This 'DeepNash; AI From DeepMind Can Play The Game 'Stratego' At An Expert Level

DeepMind DeepNash

AI can be trained to do what's even beyond its developers' imagination, and this makes the technology particularly interesting.

Back in the days, among others, researchers from Google's DeepMind demonstrated that AIs can be trained to excel in board games like Go, chess, and shogi (a Japanese version of chess), only through reinforcement learning from self-play.

And before that, DeepMind created AI that defeated the world's number one Go champion.

Beyond board games, among others, DeepMind also managed to create an AI that plays better than most humans in the game of StarCraft II, and another AI can that dribble a ball.

This time, DeepMind is going back go board games, by experimenting with an AI that excels in the complex game of 'Stratego'.

Stratego is a strategy board game that can be played by two players using a board with 10×10 squares. Each player controls 40 pieces representing 12 types of pieces with different attributes, ranking from officer and soldier ranks in an army.

The objective of the game is to use the pieces to find and capture the opponent's Flag, or to capture so many enemy pieces that the opponent cannot make any further moves.

To do this, players take turns moving their movable pieces one step horizontally or vertically, whereas the bomb and the flag aren't movable.

The game is simple, but can also include strategies that can be extremely complex.

Invented before World War I and made popular in the 1960s, Stratego is very similar the French name L’Attaque. The game can be extremely complex that it is one of the few board games that is extremely difficult for AIs to understand.

This happens because Stratego involves two types of challenges: first, is long-term strategic thinking, like chess, and second, is dealing with concealed pieces that are only revealed as the game progresses, just like poker.

This characteristic makes it difficult for AIs to understand, with researchers suggesting that the game is much more complex than Go.

But this time, DeepMind successfully changed that using an AI it calls the 'DeepNash'.

DeepMind DeepNash
Performance on the Massive Multitask Language Understanding (MMLU) benchmark broken down by category.
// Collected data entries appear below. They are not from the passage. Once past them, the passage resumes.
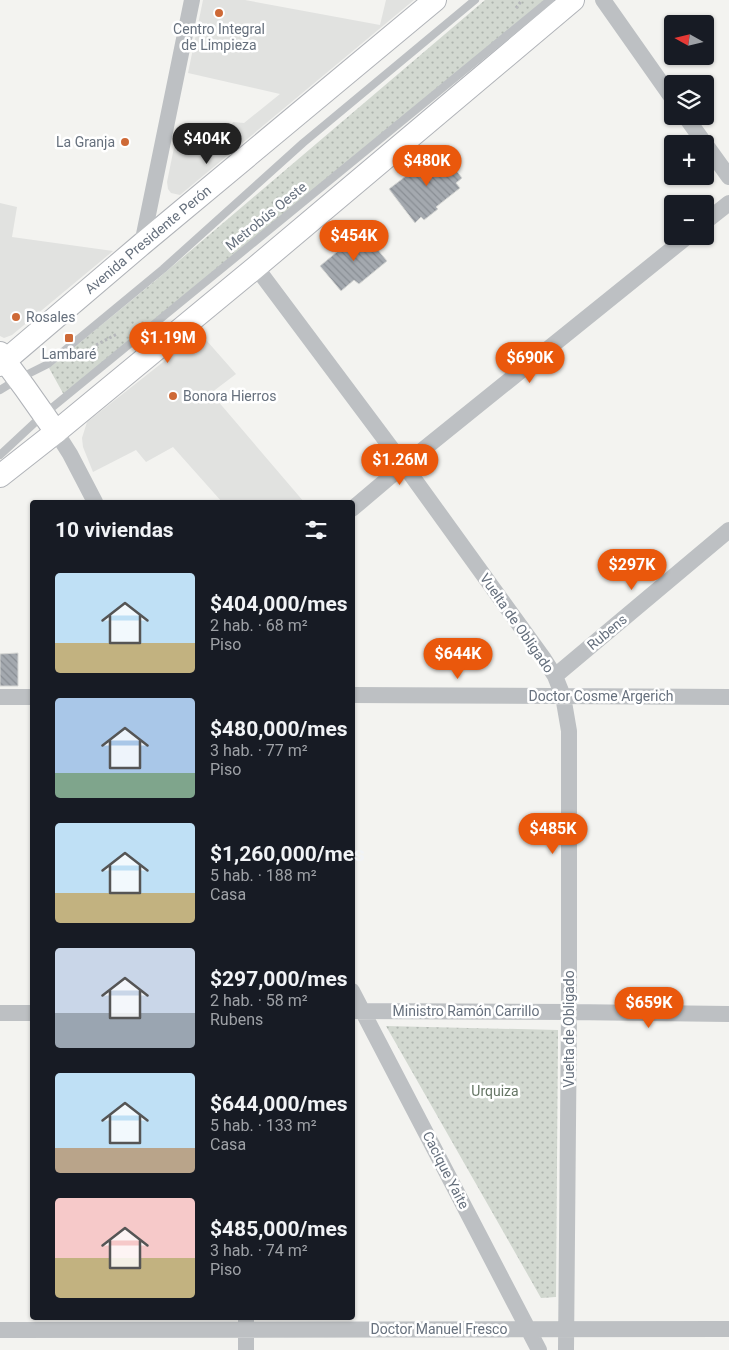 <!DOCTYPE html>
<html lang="es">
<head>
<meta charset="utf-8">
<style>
  body { margin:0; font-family:Roboto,sans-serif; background:#20242c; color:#f1f3f6; height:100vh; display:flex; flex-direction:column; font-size:19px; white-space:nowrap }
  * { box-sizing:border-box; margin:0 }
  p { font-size:16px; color:#9ea1a6 }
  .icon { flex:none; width:28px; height:28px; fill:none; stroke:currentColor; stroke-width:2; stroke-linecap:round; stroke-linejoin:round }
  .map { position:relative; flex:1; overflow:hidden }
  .side { position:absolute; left:30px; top:500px; width:325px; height:820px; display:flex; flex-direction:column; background:#171b24; border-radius:5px; box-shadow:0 1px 4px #0004 }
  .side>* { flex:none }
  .needle { width:32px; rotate:278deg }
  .fabs { position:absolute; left:664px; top:15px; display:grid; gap:10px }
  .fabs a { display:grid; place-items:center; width:50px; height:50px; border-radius:5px; background:#171b24; box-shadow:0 1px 4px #0004; font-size:25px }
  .price { position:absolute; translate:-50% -42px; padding:0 11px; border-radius:18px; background:#ea580c; color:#fff; font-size:16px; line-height:32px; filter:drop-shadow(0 1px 2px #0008) }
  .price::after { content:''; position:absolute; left:50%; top:30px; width:15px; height:11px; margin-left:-8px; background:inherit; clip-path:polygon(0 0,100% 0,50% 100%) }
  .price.active { background:#222; color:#fff }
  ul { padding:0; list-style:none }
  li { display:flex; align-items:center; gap:15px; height:125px; padding:0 25px }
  li span { display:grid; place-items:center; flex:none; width:140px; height:100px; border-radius:5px; color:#555 }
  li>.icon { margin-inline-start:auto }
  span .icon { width:60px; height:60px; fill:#fffc; stroke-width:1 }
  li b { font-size:21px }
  h2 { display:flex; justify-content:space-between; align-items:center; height:60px; padding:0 25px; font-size:21px }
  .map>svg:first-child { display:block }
  .built { fill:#e1e2e0 }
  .park { fill:url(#park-dots) }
  .building { fill:url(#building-back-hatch); stroke:#d4d5d3 }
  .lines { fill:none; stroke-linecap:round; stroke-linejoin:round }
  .secondary-casing { stroke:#b0b3b8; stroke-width:24 }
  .path { stroke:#b5b7ba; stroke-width:3; stroke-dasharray:2.5 2.5; stroke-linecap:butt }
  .lane { stroke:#bdc0c3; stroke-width:8 }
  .street { stroke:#bdc0c3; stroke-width:16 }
  .secondary { stroke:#fff; stroke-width:22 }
  .poi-dot { fill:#ce6936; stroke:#fff; stroke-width:2 }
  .labels { text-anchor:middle; stroke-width:5; stroke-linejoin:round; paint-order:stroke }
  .poi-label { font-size:14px; fill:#66707d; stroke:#fff }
  .street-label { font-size:14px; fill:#66707d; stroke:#fff }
  .park-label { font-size:14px; fill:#657564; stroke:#fff }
</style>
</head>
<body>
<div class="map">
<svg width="729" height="1350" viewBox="0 0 729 1350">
  <defs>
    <pattern id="park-dots" width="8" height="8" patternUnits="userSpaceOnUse" patternTransform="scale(1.25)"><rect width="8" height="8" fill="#d2d8d0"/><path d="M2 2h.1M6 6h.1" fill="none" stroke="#aeb4ae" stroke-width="1.8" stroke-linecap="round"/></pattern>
    <pattern id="building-back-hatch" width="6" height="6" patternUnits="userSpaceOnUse" patternTransform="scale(1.25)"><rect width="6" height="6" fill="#a4a9af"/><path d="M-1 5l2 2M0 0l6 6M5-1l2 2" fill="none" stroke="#898e94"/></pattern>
  </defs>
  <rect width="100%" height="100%" fill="#f3f3f0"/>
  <path class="built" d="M203 0H245L380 25 386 0H414L180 195 171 193 168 189 167 182 178 128 226 137 233 122 244 123 280 94 188 73Z
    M0 203 17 207 12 237 113 251 12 335 4 338 0 336Z
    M200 333 236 374 211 393 304 502H222L173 447 146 462 136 450 93 472 83 447 82 438 87 422Z"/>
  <path class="park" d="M485 0H548L64 395 49 368 155 281Z
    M386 1026 558 1030 556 1297 541 1298Z"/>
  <path class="building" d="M440 150 462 178 456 183 460 188 436 207 438 209 424 220 421 217 415 223 389 189Z
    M362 231 387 261 359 284 354 280 341 291 320 266Z
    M18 653V686H0V654Z"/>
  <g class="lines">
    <defs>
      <g id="secondary">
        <path d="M0 353 5 361 25 388 56 432"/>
        <path id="s1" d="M0 365 142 244 435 0"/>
        <path d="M0 476 56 432 256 267 573 0"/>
      </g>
    </defs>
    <use href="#secondary" class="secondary-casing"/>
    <path class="path" d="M516 8 522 0
      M96 345 117 334"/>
    <path class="lane" d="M0 390 18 379 48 364 163 269 303 143 475 0
      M0 455 43 415 550 0"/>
    <path class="street" d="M603 0 672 98
      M685 116 729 177
      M705 222 729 203
      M142 244 192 0
      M256 267 404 465 544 659 555 676 563 696 569 731V1012L566 1350
      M56 432 70 454 95 502
      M352 509 404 465 688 236
      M555 676 729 530
      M352 695 729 697
      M0 697H32
      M352 991 539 1350
      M354 1011 569 1012 729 1014
      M0 1013H32
      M0 1330 729 1329
      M246 1350V1318"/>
    <use href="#secondary" class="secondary"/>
  </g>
  <g class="poi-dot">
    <circle cx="219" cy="13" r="5"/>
    <circle cx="125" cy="142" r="5"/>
    <circle cx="16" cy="317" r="5"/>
    <rect x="64" y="333" width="10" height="10" rx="2.5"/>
    <circle cx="173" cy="396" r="5"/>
  </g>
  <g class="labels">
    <g class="poi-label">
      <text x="219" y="34">Centro Integral<tspan x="219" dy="16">de Limpieza</tspan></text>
      <text x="115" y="147" text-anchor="end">La Granja</text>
      <text x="26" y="322" text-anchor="start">Rosales</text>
      <text x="69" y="359">Lambaré</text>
      <text x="183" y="401" text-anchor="start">Bonora Hierros</text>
    </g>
    <g class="street-label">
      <text transform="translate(266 216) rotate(-39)" y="5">Metrobús Oeste</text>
      <text dy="5" stroke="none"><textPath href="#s1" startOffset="194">Avenida Presidente Perón</textPath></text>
      <text transform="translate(517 623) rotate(55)" y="5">Vuelta de Obligado</text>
      <text transform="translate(607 632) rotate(-40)" y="5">Rubens</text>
      <text x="601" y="701">Doctor Cosme Argerich</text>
      <text x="466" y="1016">Ministro Ramón Carrillo</text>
      <text transform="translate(569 1029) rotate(-90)" y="5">Vuelta de Obligado</text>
      <text transform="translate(446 1170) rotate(63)" y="5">Cacique Yaite</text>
      <text x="439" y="1334">Doctor Manuel Fresco</text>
    </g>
    <g class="park-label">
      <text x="495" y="1096">Urquiza</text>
    </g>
  </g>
</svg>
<div class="fabs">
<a><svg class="needle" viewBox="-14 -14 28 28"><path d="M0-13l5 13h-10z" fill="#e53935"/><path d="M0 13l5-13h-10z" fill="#9ea1a6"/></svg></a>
<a><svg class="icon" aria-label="layers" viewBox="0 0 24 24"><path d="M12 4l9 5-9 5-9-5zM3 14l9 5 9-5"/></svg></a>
<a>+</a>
<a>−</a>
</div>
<b class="price active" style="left:207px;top:165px">$404K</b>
<b class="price" style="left:427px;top:187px">$480K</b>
<b class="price" style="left:354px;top:262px">$454K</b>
<b class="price" style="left:168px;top:364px">$1.19M</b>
<b class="price" style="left:530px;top:384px">$690K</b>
<b class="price" style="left:400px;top:486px">$1.26M</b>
<b class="price" style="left:632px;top:591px">$297K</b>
<b class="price" style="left:458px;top:680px">$644K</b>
<b class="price" style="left:553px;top:855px">$485K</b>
<b class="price" style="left:649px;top:1029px">$659K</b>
<section class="side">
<h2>10 viviendas<svg class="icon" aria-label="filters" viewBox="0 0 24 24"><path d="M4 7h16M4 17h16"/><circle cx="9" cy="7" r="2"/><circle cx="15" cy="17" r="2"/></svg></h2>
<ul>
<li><span style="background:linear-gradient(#bfe0f5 70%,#c2b280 0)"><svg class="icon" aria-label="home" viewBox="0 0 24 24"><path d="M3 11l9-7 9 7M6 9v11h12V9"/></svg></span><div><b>$404,000/mes</b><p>2 hab. · 68 m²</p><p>Piso</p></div></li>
<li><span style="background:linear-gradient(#a9c7e8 75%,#7fa58c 0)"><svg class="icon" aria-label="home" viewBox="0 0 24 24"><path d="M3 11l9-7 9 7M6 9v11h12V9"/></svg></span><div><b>$480,000/mes</b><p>3 hab. · 77 m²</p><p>Piso</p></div></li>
<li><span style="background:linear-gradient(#bfe0f5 70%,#c2b280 0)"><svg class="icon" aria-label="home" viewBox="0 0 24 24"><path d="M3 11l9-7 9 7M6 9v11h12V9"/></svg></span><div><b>$1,260,000/mes</b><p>5 hab. · 188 m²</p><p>Casa</p></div></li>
<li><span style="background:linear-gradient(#c9d6e8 65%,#9aa5b1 0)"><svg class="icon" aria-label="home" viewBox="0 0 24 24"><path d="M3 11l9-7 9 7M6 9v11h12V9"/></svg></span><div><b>$297,000/mes</b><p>2 hab. · 58 m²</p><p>Rubens</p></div></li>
<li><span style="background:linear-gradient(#bfe0f5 75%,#b9a48a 0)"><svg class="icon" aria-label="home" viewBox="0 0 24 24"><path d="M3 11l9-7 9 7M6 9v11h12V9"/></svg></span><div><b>$644,000/mes</b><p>5 hab. · 133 m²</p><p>Casa</p></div></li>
<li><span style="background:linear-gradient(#f6c9c9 60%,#c2b280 0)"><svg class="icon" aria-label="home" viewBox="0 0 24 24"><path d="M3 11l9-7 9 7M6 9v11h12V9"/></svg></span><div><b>$485,000/mes</b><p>3 hab. · 74 m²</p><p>Piso</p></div></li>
</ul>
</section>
</div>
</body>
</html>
Gopher beats GPT-3 in all tasks. (Credit: DeepMind)

As detailed by a team of DeepMind researchers in a blog post, DeepNash is already ranked within the top three players on the specialist Gravon games platform, where it has been competing against human opponents.

This achievement represents a milestone.

Not only because DeepNash is the first of its kind that successfully mastered Stratego, but also because the AI managed to understand how to play the high-complex game at a human-expert level.

According to DeepMind, the AI is able to win the many games it played against human players by combining the elements of strategy and intuition.

And interestingly the AI can also use deception as part of its strategy.

In one way or another, the AI does this to confuse its opponent, so that they cannot draw conclusions about the machine’s playing style.

In one of the games reviewed in the article, for example, DeepNash sacrificed two valuable pieces to locate the opponent’s higher-ranked pieces. While the strategy left it with a material disadvantage, but the AI managed to use the information to locate its opponent’s most valuable pieces, giving it a 70% chance of success.

DeepNash won that game.

In another game, the AI also bluffed by pretending to chase a high-ranking piece with an unrevealed very low-ranking piece. The opponent who didn't know what piece the AI was using, was convinced that the algorithm was playing a high-ranking piece as well. The opponent brought out a spy to find out, and as a result, that strategic piece was lost to a mere scout.

"DeepNash’s level of play surprised me. I had never seen a machine capable of playing Stratego like an experienced human player. After playing against DeepNash myself, I was not surprised that it made it into the top-three of the Gravon ranking. I think it would do very well if they let it participate in the World Championship," said Vincent de Boer, co-author of the Science paper and a former Stratego world champion.

DeepMind DeepNash
Performance on the Massive Multitask Language Understanding (MMLU) benchmark broken down by category. Gopher beats GPT-3 in all tasks. (Credit: DeepMind)

To create DeepNash, the researchers at DeepMind developed a specialized reinforcement learning algorithm that applies theoretical models based on Nash equilibrium, a theorem developed by American mathematician John Nash, a specialist in game theory.

The algorithm is designed to not ty to predict the possible moves an opponent may make, which is the standard approximation in game simulators – because the number of possibilities in the game Stratego is practically infinite.

Instead, it establishes its own strategy and then adapts the strategy is chooses based on how the game pans out.

In other words, the DeepNash algorithm is capable of developing unpredictable strategies and executing equivalent moves in a seemingly random manner.

“Our paper shows how DeepNash can be applied in situations of uncertainty and successfully balance its actions to help solve complex problems,” explained Julien Perolat, lead author of the study.

The authors of the study believe that the algorithm could be applied in areas such as automatic traffic optimization.

They also suggest that the algorithm behind DeepNash can be useful for developing new artificial intelligence applications that involve interaction with many humans with differing objectives, which implies that the system has a lack of information about what is going to happen.

Just before this, Meta has created an AI that also excels in board game 'Stratego' using bluffing as one of its methods.